- INFORMATION GIVEN -
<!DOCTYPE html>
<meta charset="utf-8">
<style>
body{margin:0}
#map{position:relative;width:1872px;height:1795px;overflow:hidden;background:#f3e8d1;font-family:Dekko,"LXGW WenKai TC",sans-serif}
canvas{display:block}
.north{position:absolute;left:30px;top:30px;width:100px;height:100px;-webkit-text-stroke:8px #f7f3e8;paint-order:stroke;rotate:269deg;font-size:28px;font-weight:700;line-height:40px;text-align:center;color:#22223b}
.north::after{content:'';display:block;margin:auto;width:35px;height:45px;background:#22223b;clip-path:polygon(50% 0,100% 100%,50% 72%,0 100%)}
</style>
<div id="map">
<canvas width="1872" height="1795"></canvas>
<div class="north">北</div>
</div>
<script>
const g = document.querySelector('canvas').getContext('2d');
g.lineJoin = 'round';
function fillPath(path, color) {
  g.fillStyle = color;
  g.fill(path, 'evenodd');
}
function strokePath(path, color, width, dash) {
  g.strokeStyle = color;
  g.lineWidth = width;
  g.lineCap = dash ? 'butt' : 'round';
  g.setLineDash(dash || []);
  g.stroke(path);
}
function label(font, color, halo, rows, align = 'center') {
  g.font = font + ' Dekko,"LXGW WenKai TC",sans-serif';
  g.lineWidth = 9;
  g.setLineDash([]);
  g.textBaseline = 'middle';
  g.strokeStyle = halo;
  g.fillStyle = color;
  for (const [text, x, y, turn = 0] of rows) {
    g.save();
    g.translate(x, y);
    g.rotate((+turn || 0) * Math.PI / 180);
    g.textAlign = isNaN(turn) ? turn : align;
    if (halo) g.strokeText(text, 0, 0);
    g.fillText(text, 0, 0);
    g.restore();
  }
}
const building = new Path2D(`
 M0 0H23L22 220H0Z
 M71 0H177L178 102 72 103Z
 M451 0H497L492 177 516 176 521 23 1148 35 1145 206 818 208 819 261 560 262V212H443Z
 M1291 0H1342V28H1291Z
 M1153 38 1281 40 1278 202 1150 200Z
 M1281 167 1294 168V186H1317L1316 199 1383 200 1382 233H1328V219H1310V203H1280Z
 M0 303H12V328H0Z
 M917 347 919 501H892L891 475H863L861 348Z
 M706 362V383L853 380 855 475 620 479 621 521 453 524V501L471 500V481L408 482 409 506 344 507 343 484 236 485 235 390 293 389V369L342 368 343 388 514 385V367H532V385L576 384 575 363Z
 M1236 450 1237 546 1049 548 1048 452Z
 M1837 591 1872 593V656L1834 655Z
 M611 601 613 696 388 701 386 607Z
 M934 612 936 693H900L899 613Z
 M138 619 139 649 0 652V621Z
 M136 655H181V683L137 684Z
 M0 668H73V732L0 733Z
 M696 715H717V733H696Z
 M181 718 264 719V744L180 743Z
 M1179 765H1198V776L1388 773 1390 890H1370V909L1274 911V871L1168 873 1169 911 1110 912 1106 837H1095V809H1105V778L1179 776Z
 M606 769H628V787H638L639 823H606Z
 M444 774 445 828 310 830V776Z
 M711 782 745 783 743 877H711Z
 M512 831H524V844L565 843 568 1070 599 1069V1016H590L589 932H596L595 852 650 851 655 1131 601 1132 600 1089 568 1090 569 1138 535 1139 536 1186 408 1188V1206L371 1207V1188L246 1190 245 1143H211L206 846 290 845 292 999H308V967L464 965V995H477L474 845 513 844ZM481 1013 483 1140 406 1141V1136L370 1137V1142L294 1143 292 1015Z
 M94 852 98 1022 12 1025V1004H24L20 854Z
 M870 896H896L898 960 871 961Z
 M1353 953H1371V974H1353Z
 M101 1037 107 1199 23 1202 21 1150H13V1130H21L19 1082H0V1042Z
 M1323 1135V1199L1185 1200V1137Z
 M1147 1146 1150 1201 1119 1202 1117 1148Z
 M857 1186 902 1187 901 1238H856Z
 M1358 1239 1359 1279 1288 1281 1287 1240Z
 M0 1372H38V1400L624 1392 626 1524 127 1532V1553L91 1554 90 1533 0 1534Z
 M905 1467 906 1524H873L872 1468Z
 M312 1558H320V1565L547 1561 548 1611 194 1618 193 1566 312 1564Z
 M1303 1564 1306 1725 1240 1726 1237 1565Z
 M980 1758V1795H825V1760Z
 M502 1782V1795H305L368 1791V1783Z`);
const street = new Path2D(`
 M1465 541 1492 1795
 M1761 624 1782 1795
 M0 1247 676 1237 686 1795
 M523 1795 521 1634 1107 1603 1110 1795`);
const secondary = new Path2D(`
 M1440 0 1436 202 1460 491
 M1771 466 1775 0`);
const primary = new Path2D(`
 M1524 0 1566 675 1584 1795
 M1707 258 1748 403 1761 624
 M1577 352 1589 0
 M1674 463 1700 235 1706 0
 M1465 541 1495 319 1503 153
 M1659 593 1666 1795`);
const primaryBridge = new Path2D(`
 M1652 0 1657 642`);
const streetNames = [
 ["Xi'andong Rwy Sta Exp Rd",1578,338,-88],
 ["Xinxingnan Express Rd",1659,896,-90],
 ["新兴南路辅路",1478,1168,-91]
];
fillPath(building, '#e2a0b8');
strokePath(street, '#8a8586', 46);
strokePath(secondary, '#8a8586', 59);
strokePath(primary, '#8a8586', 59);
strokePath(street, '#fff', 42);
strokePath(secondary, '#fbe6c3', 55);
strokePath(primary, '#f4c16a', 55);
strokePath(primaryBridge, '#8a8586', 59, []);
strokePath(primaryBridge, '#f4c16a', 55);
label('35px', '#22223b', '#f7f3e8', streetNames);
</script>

- WORK TO COMPLETE -
Please reproduce, exactly as written, the lines of the records from the first line through the one containing "M1837 591 1872 593V656L1834 655Z".

- RESPONSE -
<!DOCTYPE html>
<meta charset="utf-8">
<style>
body{margin:0}
#map{position:relative;width:1872px;height:1795px;overflow:hidden;background:#f3e8d1;font-family:Dekko,"LXGW WenKai TC",sans-serif}
canvas{display:block}
.north{position:absolute;left:30px;top:30px;width:100px;height:100px;-webkit-text-stroke:8px #f7f3e8;paint-order:stroke;rotate:269deg;font-size:28px;font-weight:700;line-height:40px;text-align:center;color:#22223b}
.north::after{content:'';display:block;margin:auto;width:35px;height:45px;background:#22223b;clip-path:polygon(50% 0,100% 100%,50% 72%,0 100%)}
</style>
<div id="map">
<canvas width="1872" height="1795"></canvas>
<div class="north">北</div>
</div>
<script>
const g = document.querySelector('canvas').getContext('2d');
g.lineJoin = 'round';
function fillPath(path, color) {
  g.fillStyle = color;
  g.fill(path, 'evenodd');
}
function strokePath(path, color, width, dash) {
  g.strokeStyle = color;
  g.lineWidth = width;
  g.lineCap = dash ? 'butt' : 'round';
  g.setLineDash(dash || []);
  g.stroke(path);
}
function label(font, color, halo, rows, align = 'center') {
  g.font = font + ' Dekko,"LXGW WenKai TC",sans-serif';
  g.lineWidth = 9;
  g.setLineDash([]);
  g.textBaseline = 'middle';
  g.strokeStyle = halo;
  g.fillStyle = color;
  for (const [text, x, y, turn = 0] of rows) {
    g.save();
    g.translate(x, y);
    g.rotate((+turn || 0) * Math.PI / 180);
    g.textAlign = isNaN(turn) ? turn : align;
    if (halo) g.strokeText(text, 0, 0);
    g.fillText(text, 0, 0);
    g.restore();
  }
}
const building = new Path2D(`
 M0 0H23L22 220H0Z
 M71 0H177L178 102 72 103Z
 M451 0H497L492 177 516 176 521 23 1148 35 1145 206 818 208 819 261 560 262V212H443Z
 M1291 0H1342V28H1291Z
 M1153 38 1281 40 1278 202 1150 200Z
 M1281 167 1294 168V186H1317L1316 199 1383 200 1382 233H1328V219H1310V203H1280Z
 M0 303H12V328H0Z
 M917 347 919 501H892L891 475H863L861 348Z
 M706 362V383L853 380 855 475 620 479 621 521 453 524V501L471 500V481L408 482 409 506 344 507 343 484 236 485 235 390 293 389V369L342 368 343 388 514 385V367H532V385L576 384 575 363Z
 M1236 450 1237 546 1049 548 1048 452Z
 M1837 591 1872 593V656L1834 655Z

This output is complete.